AccuKnox Zero Trust CNAPP for Advanced Cloud Security

AccuKnox’s Cloud Workload Protection Platform (CWPP) achieves runtime security by leveraging CNCF sandbox project, KubeArmor, which is a cloud-native runtime security enforcement system by AccuKnox that restricts and have more granular control over the application behavior such as process execution, file access, and networking operation of containers and nodes at the system level.

AccuKnox leverages KubeArmor, which is a cloud-native runtime security enforcement system that leverages Linux Security Modules to secure the workloads. LSMs are really powerful but they weren’t built with modern workloads including Containers and Orchestrators in mind. Hence, eBPF has provided us with the ability to extend capabilities and BPF LSM provide us with the ability to load our custom programs with decision-making into the kernel seamlessly helping us protect modern workloads.
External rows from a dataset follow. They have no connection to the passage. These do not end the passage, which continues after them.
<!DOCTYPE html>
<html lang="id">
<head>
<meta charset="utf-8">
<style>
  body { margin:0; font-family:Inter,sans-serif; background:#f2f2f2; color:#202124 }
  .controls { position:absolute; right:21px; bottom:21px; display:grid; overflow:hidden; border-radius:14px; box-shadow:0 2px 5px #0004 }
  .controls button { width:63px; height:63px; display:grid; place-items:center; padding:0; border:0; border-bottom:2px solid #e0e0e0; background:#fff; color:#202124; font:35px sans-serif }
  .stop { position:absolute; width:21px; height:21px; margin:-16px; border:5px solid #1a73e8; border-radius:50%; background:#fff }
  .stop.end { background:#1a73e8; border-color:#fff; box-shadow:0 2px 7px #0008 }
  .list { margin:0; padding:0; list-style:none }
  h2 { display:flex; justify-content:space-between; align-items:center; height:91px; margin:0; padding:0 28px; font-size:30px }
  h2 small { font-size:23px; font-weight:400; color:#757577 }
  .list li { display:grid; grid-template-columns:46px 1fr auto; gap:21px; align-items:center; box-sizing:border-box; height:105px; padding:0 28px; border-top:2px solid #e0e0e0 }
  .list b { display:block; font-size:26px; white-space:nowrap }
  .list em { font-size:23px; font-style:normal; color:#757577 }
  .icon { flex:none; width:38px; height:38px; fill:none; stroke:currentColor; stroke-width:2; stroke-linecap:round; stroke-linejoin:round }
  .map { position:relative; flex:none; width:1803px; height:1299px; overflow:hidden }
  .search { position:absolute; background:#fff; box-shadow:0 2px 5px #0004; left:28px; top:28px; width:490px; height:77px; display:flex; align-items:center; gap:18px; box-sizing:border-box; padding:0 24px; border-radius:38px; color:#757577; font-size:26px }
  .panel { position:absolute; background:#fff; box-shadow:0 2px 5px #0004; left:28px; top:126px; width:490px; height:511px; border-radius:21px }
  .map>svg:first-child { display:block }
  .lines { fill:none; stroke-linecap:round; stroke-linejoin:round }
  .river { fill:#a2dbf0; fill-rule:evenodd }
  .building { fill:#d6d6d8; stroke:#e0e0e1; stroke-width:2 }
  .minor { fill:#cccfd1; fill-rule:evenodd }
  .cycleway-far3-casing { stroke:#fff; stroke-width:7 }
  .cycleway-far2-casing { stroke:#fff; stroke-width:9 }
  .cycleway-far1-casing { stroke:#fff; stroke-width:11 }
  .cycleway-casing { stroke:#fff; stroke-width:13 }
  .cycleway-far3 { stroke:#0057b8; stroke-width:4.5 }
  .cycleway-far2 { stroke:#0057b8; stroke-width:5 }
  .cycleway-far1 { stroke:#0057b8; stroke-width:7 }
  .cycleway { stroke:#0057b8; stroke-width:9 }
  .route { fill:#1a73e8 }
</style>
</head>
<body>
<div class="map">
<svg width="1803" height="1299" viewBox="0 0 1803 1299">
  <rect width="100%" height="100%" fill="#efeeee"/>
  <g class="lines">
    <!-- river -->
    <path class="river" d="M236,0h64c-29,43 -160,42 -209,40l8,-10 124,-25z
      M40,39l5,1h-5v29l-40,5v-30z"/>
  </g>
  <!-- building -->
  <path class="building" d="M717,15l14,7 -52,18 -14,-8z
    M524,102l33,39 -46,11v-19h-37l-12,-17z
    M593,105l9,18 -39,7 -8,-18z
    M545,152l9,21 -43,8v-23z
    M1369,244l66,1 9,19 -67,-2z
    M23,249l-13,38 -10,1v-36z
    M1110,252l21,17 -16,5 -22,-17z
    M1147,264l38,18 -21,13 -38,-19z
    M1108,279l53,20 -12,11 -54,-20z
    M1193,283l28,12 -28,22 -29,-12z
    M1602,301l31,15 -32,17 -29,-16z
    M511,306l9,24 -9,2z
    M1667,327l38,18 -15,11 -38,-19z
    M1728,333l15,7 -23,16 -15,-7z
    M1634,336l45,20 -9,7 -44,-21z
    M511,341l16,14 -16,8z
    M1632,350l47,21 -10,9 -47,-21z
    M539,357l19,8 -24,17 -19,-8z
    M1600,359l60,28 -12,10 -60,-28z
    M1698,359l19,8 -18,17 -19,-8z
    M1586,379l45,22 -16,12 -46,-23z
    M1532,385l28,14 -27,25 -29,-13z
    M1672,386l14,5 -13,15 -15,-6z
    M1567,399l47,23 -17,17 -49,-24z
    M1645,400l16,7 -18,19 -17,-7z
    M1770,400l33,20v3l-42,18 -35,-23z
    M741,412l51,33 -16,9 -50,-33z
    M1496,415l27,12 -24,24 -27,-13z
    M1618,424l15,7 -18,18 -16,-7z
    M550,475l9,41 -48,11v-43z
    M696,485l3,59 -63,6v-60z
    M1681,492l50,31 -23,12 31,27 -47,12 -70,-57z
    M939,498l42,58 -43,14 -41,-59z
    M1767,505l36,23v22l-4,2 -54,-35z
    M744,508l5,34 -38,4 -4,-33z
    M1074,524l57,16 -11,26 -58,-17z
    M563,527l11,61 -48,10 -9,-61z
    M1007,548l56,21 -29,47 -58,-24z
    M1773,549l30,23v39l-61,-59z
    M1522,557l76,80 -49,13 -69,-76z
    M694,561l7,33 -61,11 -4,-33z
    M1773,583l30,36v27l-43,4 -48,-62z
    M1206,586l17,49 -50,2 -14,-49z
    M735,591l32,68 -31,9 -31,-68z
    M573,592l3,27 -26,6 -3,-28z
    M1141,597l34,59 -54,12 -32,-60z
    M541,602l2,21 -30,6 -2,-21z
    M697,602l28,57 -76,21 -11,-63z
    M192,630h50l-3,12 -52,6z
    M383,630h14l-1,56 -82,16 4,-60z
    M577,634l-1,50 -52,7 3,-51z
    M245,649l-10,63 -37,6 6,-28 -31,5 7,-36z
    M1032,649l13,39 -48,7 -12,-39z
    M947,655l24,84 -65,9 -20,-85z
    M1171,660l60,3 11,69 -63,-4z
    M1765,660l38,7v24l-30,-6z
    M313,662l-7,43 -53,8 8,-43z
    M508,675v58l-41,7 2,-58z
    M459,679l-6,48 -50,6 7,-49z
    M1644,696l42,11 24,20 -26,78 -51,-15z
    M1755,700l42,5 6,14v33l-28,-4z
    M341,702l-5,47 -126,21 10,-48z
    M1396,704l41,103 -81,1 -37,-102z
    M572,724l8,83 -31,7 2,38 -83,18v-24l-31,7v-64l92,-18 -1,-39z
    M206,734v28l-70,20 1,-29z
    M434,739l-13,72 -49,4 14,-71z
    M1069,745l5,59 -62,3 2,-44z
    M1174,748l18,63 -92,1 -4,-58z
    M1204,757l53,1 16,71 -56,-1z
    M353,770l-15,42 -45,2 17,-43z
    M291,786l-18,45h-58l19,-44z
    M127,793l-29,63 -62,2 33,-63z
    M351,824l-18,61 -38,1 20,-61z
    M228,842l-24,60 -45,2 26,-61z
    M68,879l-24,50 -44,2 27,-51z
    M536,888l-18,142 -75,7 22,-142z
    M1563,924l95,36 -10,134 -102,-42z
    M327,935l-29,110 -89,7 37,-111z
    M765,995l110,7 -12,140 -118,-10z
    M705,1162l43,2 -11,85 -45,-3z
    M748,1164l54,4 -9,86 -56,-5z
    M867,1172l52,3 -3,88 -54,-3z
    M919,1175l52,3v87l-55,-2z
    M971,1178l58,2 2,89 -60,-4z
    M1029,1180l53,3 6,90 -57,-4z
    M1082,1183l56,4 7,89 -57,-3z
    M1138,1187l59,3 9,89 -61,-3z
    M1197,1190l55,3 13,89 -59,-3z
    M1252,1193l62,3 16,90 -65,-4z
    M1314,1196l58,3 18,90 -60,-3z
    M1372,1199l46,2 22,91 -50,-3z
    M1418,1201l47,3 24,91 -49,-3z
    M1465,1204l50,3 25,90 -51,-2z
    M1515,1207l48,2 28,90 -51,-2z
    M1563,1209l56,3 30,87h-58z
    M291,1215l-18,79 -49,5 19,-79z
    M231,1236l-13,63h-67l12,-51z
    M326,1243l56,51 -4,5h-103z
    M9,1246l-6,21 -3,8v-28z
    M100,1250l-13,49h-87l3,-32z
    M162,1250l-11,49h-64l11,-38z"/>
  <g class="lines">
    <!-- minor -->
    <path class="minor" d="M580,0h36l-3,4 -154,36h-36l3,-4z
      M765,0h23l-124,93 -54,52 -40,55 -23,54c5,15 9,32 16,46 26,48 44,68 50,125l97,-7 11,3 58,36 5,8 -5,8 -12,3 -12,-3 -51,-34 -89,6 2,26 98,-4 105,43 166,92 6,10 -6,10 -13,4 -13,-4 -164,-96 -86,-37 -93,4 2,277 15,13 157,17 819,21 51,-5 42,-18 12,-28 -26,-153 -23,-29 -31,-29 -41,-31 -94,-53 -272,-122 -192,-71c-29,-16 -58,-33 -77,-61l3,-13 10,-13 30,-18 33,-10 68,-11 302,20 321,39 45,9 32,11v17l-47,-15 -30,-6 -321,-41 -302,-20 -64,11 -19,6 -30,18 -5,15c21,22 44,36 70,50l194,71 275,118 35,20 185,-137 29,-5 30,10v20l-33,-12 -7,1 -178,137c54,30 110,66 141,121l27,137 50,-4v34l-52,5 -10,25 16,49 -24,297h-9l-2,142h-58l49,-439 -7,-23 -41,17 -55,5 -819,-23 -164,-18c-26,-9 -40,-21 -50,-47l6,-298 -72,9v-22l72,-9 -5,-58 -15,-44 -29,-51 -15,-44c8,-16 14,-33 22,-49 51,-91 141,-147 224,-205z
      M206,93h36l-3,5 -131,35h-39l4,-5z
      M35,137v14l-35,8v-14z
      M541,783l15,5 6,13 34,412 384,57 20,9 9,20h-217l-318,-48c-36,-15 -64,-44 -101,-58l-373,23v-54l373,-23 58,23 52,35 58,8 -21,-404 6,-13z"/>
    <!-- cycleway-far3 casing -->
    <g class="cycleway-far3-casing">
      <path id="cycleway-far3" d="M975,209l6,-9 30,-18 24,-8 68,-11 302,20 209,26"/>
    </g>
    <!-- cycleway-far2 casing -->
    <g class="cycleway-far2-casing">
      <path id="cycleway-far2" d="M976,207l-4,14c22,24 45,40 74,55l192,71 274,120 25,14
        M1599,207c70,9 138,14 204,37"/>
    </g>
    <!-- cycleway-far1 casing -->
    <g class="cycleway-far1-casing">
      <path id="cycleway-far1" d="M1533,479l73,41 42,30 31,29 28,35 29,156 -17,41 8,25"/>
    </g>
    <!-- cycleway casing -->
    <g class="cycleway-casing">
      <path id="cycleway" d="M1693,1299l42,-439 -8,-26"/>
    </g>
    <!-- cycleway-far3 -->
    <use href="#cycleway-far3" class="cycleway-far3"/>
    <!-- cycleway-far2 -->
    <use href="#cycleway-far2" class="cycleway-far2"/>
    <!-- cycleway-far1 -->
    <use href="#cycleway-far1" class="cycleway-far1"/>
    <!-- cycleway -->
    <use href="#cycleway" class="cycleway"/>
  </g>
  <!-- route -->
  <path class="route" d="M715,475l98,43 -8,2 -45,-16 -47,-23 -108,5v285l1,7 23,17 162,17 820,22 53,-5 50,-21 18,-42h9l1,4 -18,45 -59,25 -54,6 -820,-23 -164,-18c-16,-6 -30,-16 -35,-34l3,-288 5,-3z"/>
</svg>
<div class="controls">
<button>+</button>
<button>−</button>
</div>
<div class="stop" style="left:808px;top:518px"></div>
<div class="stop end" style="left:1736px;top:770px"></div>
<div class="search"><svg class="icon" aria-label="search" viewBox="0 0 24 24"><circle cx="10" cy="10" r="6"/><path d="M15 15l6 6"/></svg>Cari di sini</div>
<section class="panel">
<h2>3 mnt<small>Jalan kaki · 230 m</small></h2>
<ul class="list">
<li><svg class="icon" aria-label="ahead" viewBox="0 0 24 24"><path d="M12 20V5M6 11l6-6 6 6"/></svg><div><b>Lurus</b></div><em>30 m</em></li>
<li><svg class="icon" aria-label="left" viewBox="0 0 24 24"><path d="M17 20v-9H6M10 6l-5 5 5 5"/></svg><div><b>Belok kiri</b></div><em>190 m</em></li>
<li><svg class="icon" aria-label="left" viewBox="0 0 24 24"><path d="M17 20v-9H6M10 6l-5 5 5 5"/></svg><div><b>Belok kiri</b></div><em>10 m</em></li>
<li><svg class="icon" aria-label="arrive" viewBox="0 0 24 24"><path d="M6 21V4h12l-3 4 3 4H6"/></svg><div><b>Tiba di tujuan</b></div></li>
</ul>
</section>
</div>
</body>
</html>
Therefore, KubeArmor helps to enforce security posture wherein any malicious attacks will be stopped before execution, known as in-line mitigation (mentioned by Forrester report)

AccuKnox CWPP solution provide Discovery Engine agent that assesses the security posture of your workloads and auto-discovers the policy-set required to put the workload in least-permissive mode. We also provide Shared Informer Agent which collects information about cluster like pods, nodes, namespaces etc. The Policy Discovery Engine discovers the policies using the workload and cluster information that is relayed by Shared Informer Agent.